(Work request): Give the data back exactly. Leave out any images.

(Source data):
● ● ● ●
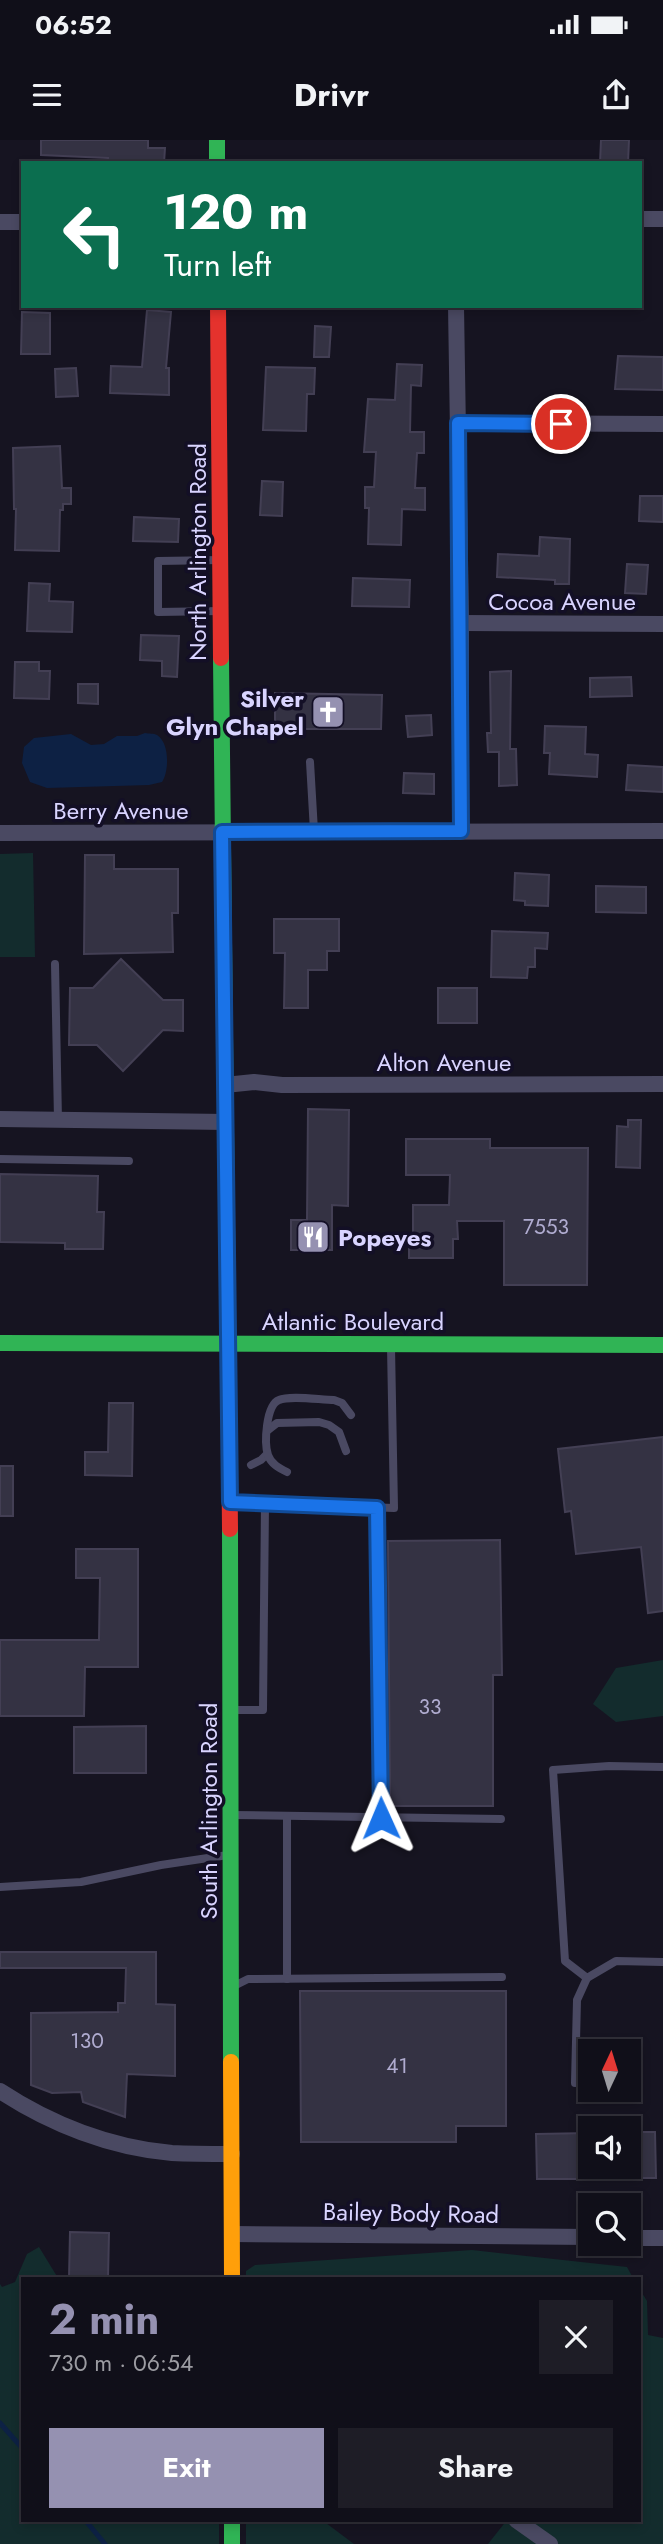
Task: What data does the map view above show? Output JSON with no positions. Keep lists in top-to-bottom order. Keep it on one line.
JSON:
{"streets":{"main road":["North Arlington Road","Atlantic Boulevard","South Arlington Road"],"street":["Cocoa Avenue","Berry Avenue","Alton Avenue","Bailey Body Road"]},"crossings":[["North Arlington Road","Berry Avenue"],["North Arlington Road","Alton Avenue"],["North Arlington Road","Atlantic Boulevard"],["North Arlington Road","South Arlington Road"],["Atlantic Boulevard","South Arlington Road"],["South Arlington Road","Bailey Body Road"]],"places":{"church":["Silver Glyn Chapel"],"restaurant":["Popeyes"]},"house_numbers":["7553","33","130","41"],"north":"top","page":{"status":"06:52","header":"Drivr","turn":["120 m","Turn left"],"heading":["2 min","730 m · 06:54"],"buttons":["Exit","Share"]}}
● ● ● ●
(Exercise output):
Task: What data does the map view above show? Output JSON with no positions. Keep lists in top-to-bottom order. Keep it on one line.
JSON:
{"streets":{"main road":["North Arlington Road","Atlantic Boulevard","South Arlington Road"],"street":["Cocoa Avenue","Berry Avenue","Alton Avenue","Bailey Body Road"]},"crossings":[["North Arlington Road","Berry Avenue"],["North Arlington Road","Alton Avenue"],["North Arlington Road","Atlantic Boulevard"],["North Arlington Road","South Arlington Road"],["Atlantic Boulevard","South Arlington Road"],["South Arlington Road","Bailey Body Road"]],"places":{"church":["Silver Glyn Chapel"],"restaurant":["Popeyes"]},"house_numbers":["7553","33","130","41"],"north":"top","page":{"status":"06:52","header":"Drivr","turn":["120 m","Turn left"],"heading":["2 min","730 m · 06:54"],"buttons":["Exit","Share"]}}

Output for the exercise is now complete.